• TASK BRIEF: Some lines in the material below hold the word "look". Copy all of them.

[TASK INPUTS Boundary: Start]

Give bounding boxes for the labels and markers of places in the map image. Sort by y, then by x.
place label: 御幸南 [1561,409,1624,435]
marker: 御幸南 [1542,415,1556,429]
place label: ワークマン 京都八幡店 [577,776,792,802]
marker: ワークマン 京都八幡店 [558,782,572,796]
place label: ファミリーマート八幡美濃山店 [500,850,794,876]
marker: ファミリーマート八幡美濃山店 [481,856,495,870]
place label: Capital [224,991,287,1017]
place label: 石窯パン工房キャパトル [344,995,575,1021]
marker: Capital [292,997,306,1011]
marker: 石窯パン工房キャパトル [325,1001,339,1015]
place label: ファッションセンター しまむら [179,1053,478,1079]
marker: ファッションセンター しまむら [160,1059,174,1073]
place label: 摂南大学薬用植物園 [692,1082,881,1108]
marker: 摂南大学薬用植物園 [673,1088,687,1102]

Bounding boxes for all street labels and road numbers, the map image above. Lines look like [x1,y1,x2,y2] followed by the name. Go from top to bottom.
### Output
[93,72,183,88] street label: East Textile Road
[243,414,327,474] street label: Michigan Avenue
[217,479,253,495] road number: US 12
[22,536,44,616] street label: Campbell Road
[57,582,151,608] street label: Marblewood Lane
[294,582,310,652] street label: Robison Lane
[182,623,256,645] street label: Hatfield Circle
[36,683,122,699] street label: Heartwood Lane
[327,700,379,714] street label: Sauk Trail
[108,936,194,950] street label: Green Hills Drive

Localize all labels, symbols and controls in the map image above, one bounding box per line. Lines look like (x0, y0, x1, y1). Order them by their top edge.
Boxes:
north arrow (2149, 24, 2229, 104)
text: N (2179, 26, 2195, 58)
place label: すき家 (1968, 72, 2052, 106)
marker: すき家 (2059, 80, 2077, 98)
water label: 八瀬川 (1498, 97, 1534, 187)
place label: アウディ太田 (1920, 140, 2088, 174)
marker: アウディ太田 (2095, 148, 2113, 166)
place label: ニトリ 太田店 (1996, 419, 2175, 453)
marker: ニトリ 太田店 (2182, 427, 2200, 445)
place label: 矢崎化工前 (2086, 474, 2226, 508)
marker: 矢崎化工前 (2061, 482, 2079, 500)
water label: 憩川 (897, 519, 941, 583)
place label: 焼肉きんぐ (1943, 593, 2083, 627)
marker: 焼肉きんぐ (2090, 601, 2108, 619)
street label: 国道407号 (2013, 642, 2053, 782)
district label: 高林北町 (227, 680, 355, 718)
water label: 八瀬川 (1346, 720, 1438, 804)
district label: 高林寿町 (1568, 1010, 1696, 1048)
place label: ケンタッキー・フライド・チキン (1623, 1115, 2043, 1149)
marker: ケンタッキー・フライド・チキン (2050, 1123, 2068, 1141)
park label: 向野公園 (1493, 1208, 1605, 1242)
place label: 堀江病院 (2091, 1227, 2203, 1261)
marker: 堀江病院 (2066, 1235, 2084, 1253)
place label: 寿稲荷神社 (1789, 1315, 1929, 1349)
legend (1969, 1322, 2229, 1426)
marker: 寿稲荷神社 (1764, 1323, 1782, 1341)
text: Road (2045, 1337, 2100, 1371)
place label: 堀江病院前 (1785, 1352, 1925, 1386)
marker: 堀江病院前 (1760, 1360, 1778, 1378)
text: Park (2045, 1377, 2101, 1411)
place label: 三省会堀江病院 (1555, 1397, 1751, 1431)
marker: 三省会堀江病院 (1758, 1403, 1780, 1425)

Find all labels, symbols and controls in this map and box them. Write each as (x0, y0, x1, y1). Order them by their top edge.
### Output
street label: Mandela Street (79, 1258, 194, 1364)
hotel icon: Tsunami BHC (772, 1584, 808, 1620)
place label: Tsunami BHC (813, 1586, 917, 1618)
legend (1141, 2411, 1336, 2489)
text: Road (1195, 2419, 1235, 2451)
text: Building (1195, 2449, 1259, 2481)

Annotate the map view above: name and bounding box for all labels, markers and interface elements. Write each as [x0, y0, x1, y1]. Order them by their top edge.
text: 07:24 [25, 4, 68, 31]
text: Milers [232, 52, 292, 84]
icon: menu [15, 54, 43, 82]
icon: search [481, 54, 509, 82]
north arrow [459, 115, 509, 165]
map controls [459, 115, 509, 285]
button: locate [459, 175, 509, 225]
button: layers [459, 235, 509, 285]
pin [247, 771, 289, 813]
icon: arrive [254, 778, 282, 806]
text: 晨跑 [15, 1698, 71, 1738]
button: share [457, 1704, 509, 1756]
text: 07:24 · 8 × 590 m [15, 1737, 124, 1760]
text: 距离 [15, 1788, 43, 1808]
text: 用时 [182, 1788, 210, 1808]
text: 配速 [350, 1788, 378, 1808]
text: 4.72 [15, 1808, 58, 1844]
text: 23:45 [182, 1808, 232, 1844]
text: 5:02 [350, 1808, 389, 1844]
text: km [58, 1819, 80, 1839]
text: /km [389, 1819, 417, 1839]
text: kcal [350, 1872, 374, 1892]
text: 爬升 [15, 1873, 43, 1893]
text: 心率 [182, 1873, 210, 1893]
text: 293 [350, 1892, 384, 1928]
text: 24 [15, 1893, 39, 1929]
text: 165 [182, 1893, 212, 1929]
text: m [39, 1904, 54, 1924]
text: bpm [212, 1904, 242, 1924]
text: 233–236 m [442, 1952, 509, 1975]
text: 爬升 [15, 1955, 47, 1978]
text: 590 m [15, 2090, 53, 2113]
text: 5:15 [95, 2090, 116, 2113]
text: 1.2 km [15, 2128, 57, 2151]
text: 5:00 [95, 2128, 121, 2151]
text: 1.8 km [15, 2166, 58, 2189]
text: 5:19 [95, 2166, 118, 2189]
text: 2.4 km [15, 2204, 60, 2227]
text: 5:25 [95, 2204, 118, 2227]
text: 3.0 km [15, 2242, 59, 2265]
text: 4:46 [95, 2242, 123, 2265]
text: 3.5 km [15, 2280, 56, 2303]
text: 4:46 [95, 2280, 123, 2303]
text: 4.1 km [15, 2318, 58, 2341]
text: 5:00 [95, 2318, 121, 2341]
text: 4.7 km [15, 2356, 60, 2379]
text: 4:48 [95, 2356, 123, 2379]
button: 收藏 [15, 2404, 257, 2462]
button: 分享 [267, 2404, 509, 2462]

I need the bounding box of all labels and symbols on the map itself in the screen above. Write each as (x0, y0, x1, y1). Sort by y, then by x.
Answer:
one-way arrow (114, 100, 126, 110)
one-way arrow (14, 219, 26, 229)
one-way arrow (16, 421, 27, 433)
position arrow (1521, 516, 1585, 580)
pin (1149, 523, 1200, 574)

[TASK INPUTS Boundary: End]

• REPLY:
Bounding boxes for all street labels and road numbers, the map image above. Lines look like [x1,y1,x2,y2] followed by the name. Go from top to bottom.
Localize all labels, symbols and controls in the map image above, one bounding box per line. Lines look like (x0, y0, x1, y1). Order them by their top edge.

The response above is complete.